- [MATERIAL FOR THE TASK]
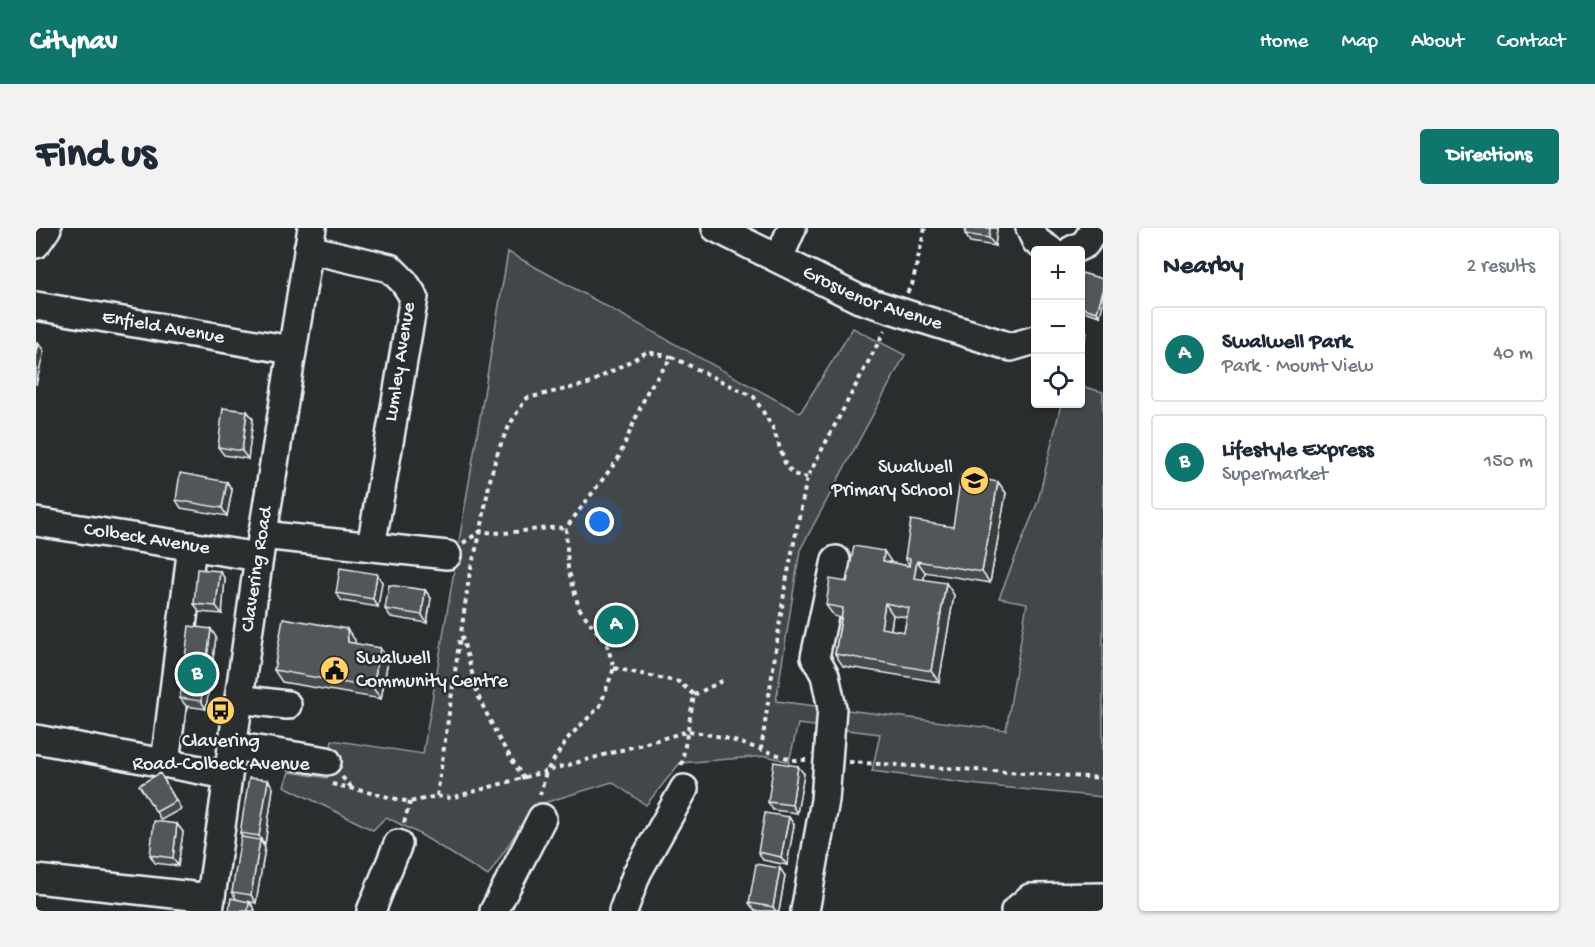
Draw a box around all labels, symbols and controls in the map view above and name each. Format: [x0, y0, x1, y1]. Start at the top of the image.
text: Citynav [30, 26, 118, 59]
text: Home [1260, 30, 1308, 55]
text: Map [1341, 30, 1378, 55]
text: About [1411, 30, 1464, 55]
text: Contact [1497, 30, 1565, 55]
button: Directions [1420, 129, 1559, 184]
text: Find us [36, 132, 156, 181]
map controls [1031, 246, 1085, 408]
button: + [1031, 246, 1085, 300]
text: Nearby [1163, 252, 1244, 283]
text: 2 results [1466, 256, 1535, 279]
street label: Grosvenor Avenue [798, 261, 946, 336]
street label: Lumley Avenue [380, 300, 422, 423]
button: − [1031, 300, 1085, 354]
street label: Enfield Avenue [100, 306, 227, 350]
text: Swalwell Park [1222, 330, 1352, 356]
text: A [1179, 343, 1190, 366]
text: 40 m [1493, 343, 1533, 366]
button: locate [1031, 354, 1085, 408]
text: Park · Mount View [1222, 356, 1373, 379]
text: Lifestyle Express [1222, 438, 1374, 464]
text: B [1179, 451, 1190, 474]
text: 150 m [1484, 451, 1533, 474]
place label: Swalwell Primary School [831, 457, 953, 503]
school or university icon: Swalwell Primary School [958, 464, 990, 496]
text: Supermarket [1222, 464, 1328, 487]
street label: Clavering Road [237, 503, 279, 634]
your location [585, 507, 614, 536]
street label: Colbeck Avenue [82, 518, 212, 561]
pin: A [596, 602, 636, 648]
place label: Swalwell Community Centre [356, 648, 508, 694]
pin: B [178, 652, 216, 696]
public building icon: Swalwell Community Centre [319, 655, 351, 687]
bus stop icon: Clavering Road-Colbeck Avenue [205, 695, 237, 727]
place label: Clavering Road-Colbeck Avenue [132, 731, 310, 777]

- [ABOUT THIS EXERCISE]
Find the lines above holding the word "Clavering" and show them.

- [OUTPUT OF THE TASK]
street label: Clavering Road [237, 503, 279, 634]
bus stop icon: Clavering Road-Colbeck Avenue [205, 695, 237, 727]
place label: Clavering Road-Colbeck Avenue [132, 731, 310, 777]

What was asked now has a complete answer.